++++ INFORMATION PROVIDED ++++

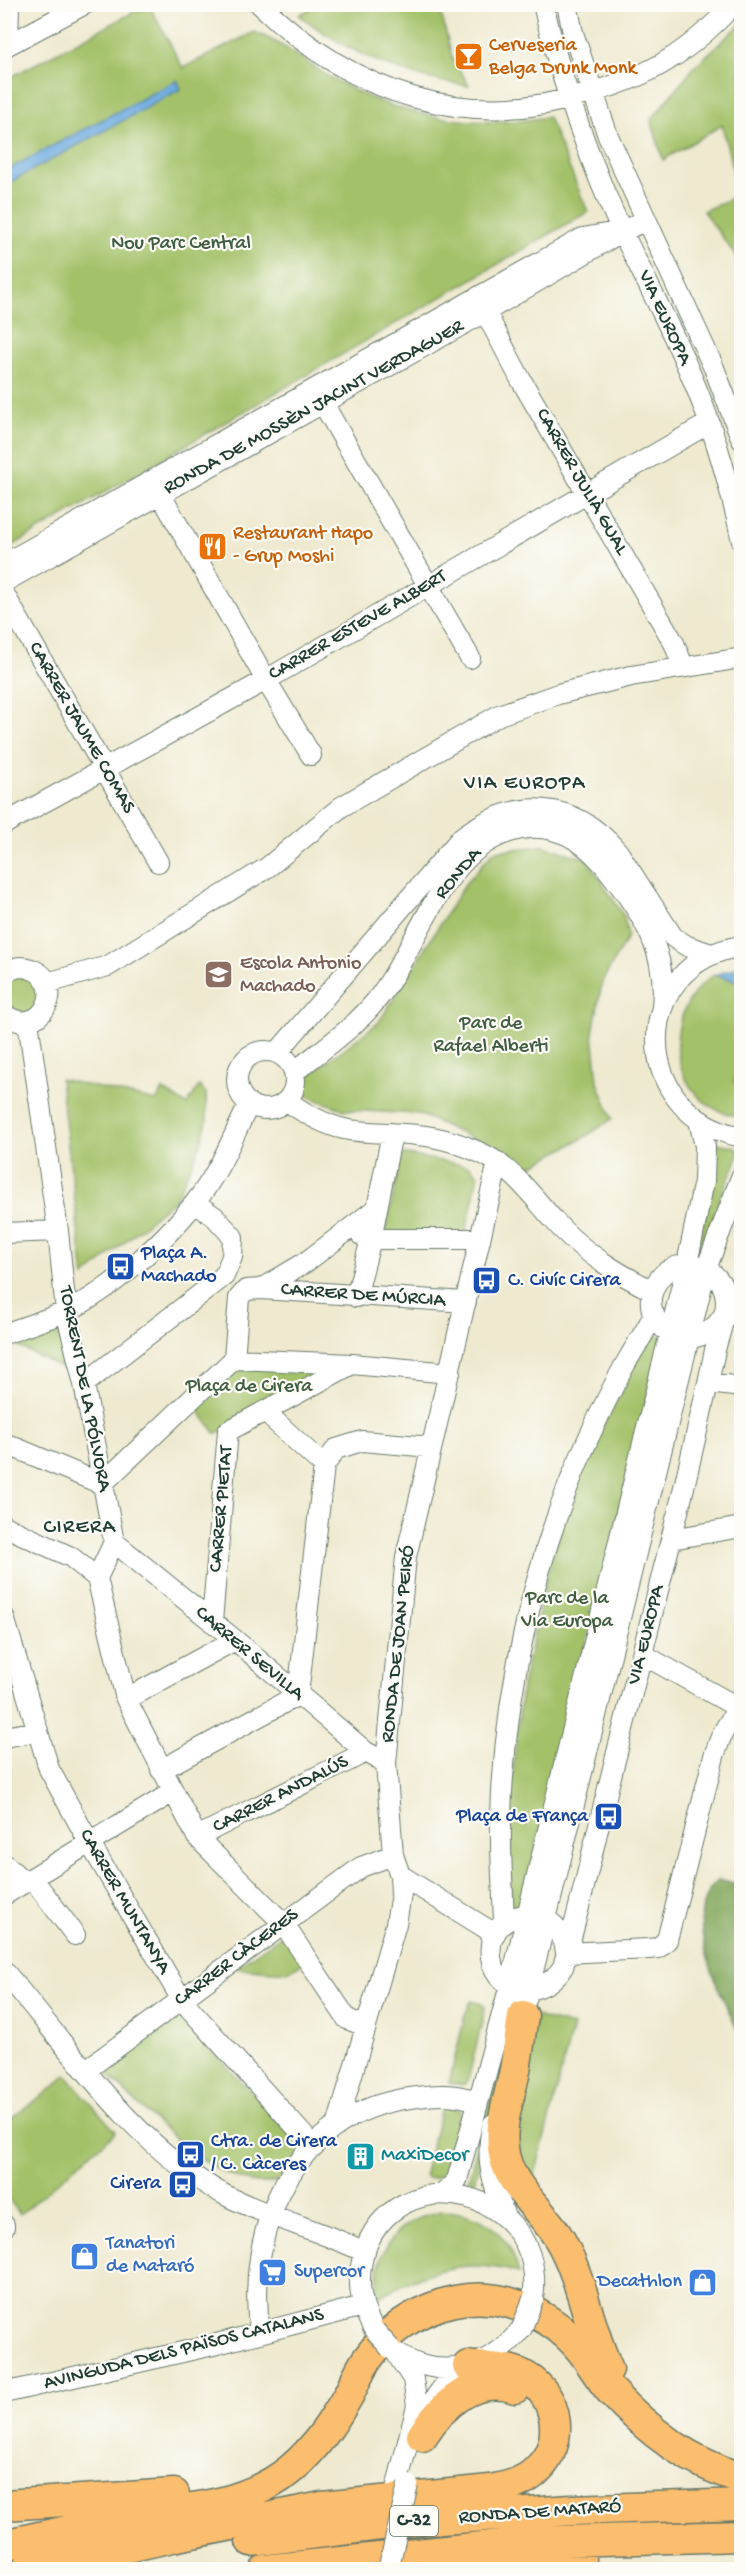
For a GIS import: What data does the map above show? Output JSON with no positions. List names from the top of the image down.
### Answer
{
  "streets": {
    "highway": ["RONDA DE MATARÓ", "C-32"],
    "street": [
      "VIA EUROPA",
      "RONDA DE MOSSÈN JACINT VERDAGUER",
      "CARRER JULIÀ GUAL",
      "CARRER ESTEVE ALBERT",
      "CARRER JAUME COMAS",
      "RONDA",
      "CARRER DE MÚRCIA",
      "TORRENT DE LA PÓLVORA",
      "CARRER PIETAT",
      "RONDA DE JOAN PEIRÓ",
      "CARRER SEVILLA",
      "CARRER ANDALÚS",
      "CARRER MUNTANYA",
      "CARRER CÀCERES",
      "AVINGUDA DELS PAÏSOS CATALANS"
    ]
  },
  "crossings": [
    ["VIA EUROPA", "RONDA DE MOSSÈN JACINT VERDAGUER"],
    ["VIA EUROPA", "CARRER ESTEVE ALBERT"],
    ["VIA EUROPA", "AVINGUDA DELS PAÏSOS CATALANS"],
    ["RONDA DE MOSSÈN JACINT VERDAGUER", "CARRER JULIÀ GUAL"],
    ["CARRER JULIÀ GUAL", "CARRER ESTEVE ALBERT"],
    ["CARRER ESTEVE ALBERT", "CARRER JAUME COMAS"],
    ["CARRER DE MÚRCIA", "RONDA DE JOAN PEIRÓ"],
    ["TORRENT DE LA PÓLVORA", "CARRER SEVILLA"],
    ["CARRER PIETAT", "CARRER SEVILLA"],
    ["RONDA DE JOAN PEIRÓ", "CARRER SEVILLA"],
    ["RONDA DE JOAN PEIRÓ", "CARRER CÀCERES"],
    ["CARRER SEVILLA", "CARRER ANDALÚS"],
    ["CARRER MUNTANYA", "CARRER CÀCERES"]
  ],
  "districts": ["VIA EUROPA", "CIRERA"],
  "parks": [
    "Nou Parc Central",
    "Parc de Rafael Alberti",
    "Plaça de Cirera",
    "Parc de la Via Europa"
  ],
  "places": {
    "bar": ["Cerveseria Belga Drunk Monk"],
    "restaurant": ["Restaurant Hapo - Grup Moshi"],
    "school or university": ["Escola Antonio Machado"],
    "bus stop": [
      "Plaça A. Machado",
      "C. Civíc Cirera",
      "Plaça de França",
      "Ctra. de Cirera / C. Càceres",
      "Cirera"
    ],
    "building": ["MaxiDecor"],
    "shop": ["Tanatori de Mataró", "Decathlon"],
    "supermarket": ["Supercor"]
  }
}
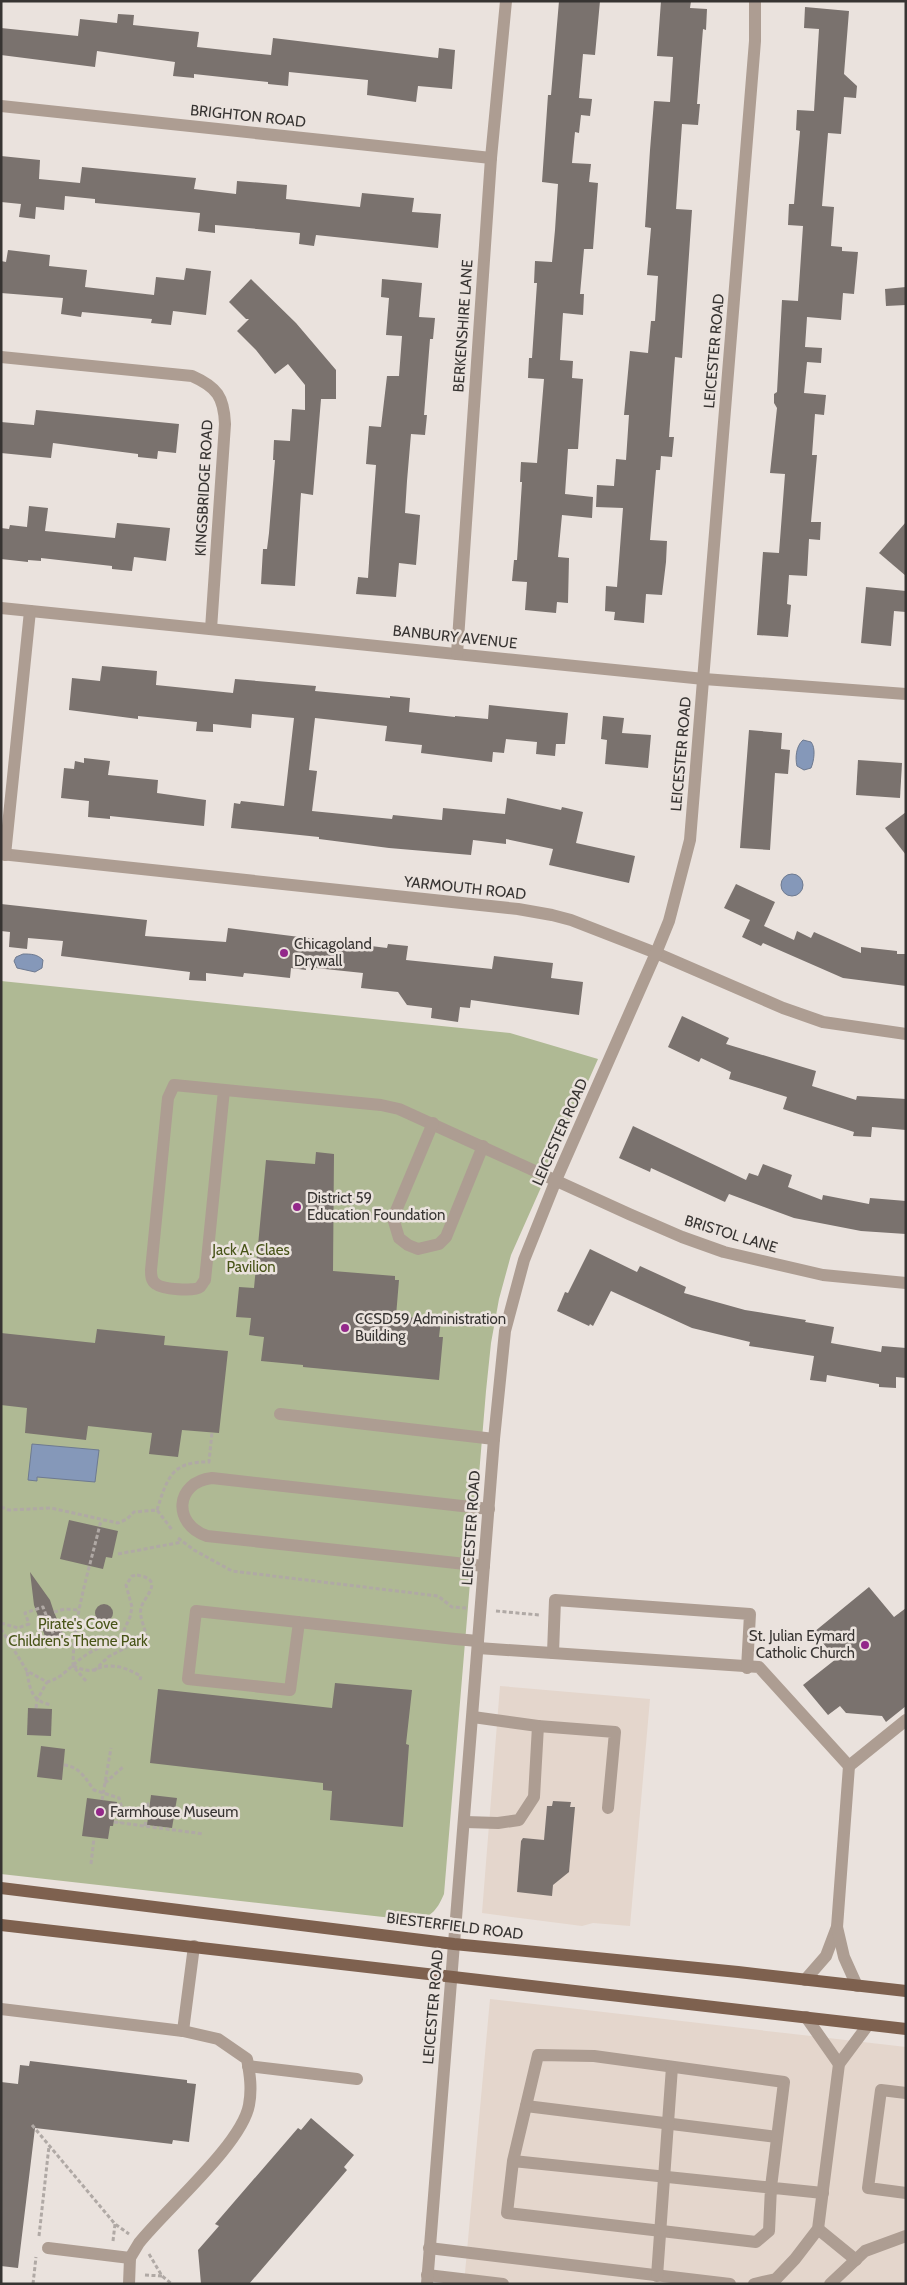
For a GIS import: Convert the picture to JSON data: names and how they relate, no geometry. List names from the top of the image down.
{
  "streets": {
    "main road": ["BIESTERFIELD ROAD"],
    "street": [
      "BRIGHTON ROAD",
      "BERKENSHIRE LANE",
      "LEICESTER ROAD",
      "KINGSBRIDGE ROAD",
      "BANBURY AVENUE",
      "YARMOUTH ROAD",
      "BRISTOL LANE"
    ]
  },
  "crossings": [
    ["BRIGHTON ROAD", "BERKENSHIRE LANE"],
    ["BERKENSHIRE LANE", "BANBURY AVENUE"],
    ["LEICESTER ROAD", "BANBURY AVENUE"],
    ["LEICESTER ROAD", "YARMOUTH ROAD"],
    ["LEICESTER ROAD", "BRISTOL LANE"],
    ["LEICESTER ROAD", "BIESTERFIELD ROAD"],
    ["KINGSBRIDGE ROAD", "BANBURY AVENUE"]
  ],
  "parks": ["Jack A. Claes Pavilion", "Pirate's Cove Children's Theme Park"],
  "places": [
    "Chicagoland Drywall",
    "District 59 Education Foundation",
    "CCSD59 Administration Building",
    "St. Julian Eymard Catholic Church",
    "Farmhouse Museum"
  ]
}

++++

From the first line to the last, transcribe the listing exactly; skip the pictures.

- RESPONSE TO THE TASK -
For a GIS import: What data does the map above show? Output JSON with no positions. List names from the top of the image down.
### Answer
{
  "streets": {
    "highway": ["RONDA DE MATARÓ", "C-32"],
    "street": [
      "VIA EUROPA",
      "RONDA DE MOSSÈN JACINT VERDAGUER",
      "CARRER JULIÀ GUAL",
      "CARRER ESTEVE ALBERT",
      "CARRER JAUME COMAS",
      "RONDA",
      "CARRER DE MÚRCIA",
      "TORRENT DE LA PÓLVORA",
      "CARRER PIETAT",
      "RONDA DE JOAN PEIRÓ",
      "CARRER SEVILLA",
      "CARRER ANDALÚS",
      "CARRER MUNTANYA",
      "CARRER CÀCERES",
      "AVINGUDA DELS PAÏSOS CATALANS"
    ]
  },
  "crossings": [
    ["VIA EUROPA", "RONDA DE MOSSÈN JACINT VERDAGUER"],
    ["VIA EUROPA", "CARRER ESTEVE ALBERT"],
    ["VIA EUROPA", "AVINGUDA DELS PAÏSOS CATALANS"],
    ["RONDA DE MOSSÈN JACINT VERDAGUER", "CARRER JULIÀ GUAL"],
    ["CARRER JULIÀ GUAL", "CARRER ESTEVE ALBERT"],
    ["CARRER ESTEVE ALBERT", "CARRER JAUME COMAS"],
    ["CARRER DE MÚRCIA", "RONDA DE JOAN PEIRÓ"],
    ["TORRENT DE LA PÓLVORA", "CARRER SEVILLA"],
    ["CARRER PIETAT", "CARRER SEVILLA"],
    ["RONDA DE JOAN PEIRÓ", "CARRER SEVILLA"],
    ["RONDA DE JOAN PEIRÓ", "CARRER CÀCERES"],
    ["CARRER SEVILLA", "CARRER ANDALÚS"],
    ["CARRER MUNTANYA", "CARRER CÀCERES"]
  ],
  "districts": ["VIA EUROPA", "CIRERA"],
  "parks": [
    "Nou Parc Central",
    "Parc de Rafael Alberti",
    "Plaça de Cirera",
    "Parc de la Via Europa"
  ],
  "places": {
    "bar": ["Cerveseria Belga Drunk Monk"],
    "restaurant": ["Restaurant Hapo - Grup Moshi"],
    "school or university": ["Escola Antonio Machado"],
    "bus stop": [
      "Plaça A. Machado",
      "C. Civíc Cirera",
      "Plaça de França",
      "Ctra. de Cirera / C. Càceres",
      "Cirera"
    ],
    "building": ["MaxiDecor"],
    "shop": ["Tanatori de Mataró", "Decathlon"],
    "supermarket": ["Supercor"]
  }
}
For a GIS import: Convert the picture to JSON data: names and how they relate, no geometry. List names from the top of the image down.
{
  "streets": {
    "main road": ["BIESTERFIELD ROAD"],
    "street": [
      "BRIGHTON ROAD",
      "BERKENSHIRE LANE",
      "LEICESTER ROAD",
      "KINGSBRIDGE ROAD",
      "BANBURY AVENUE",
      "YARMOUTH ROAD",
      "BRISTOL LANE"
    ]
  },
  "crossings": [
    ["BRIGHTON ROAD", "BERKENSHIRE LANE"],
    ["BERKENSHIRE LANE", "BANBURY AVENUE"],
    ["LEICESTER ROAD", "BANBURY AVENUE"],
    ["LEICESTER ROAD", "YARMOUTH ROAD"],
    ["LEICESTER ROAD", "BRISTOL LANE"],
    ["LEICESTER ROAD", "BIESTERFIELD ROAD"],
    ["KINGSBRIDGE ROAD", "BANBURY AVENUE"]
  ],
  "parks": ["Jack A. Claes Pavilion", "Pirate's Cove Children's Theme Park"],
  "places": [
    "Chicagoland Drywall",
    "District 59 Education Foundation",
    "CCSD59 Administration Building",
    "St. Julian Eymard Catholic Church",
    "Farmhouse Museum"
  ]
}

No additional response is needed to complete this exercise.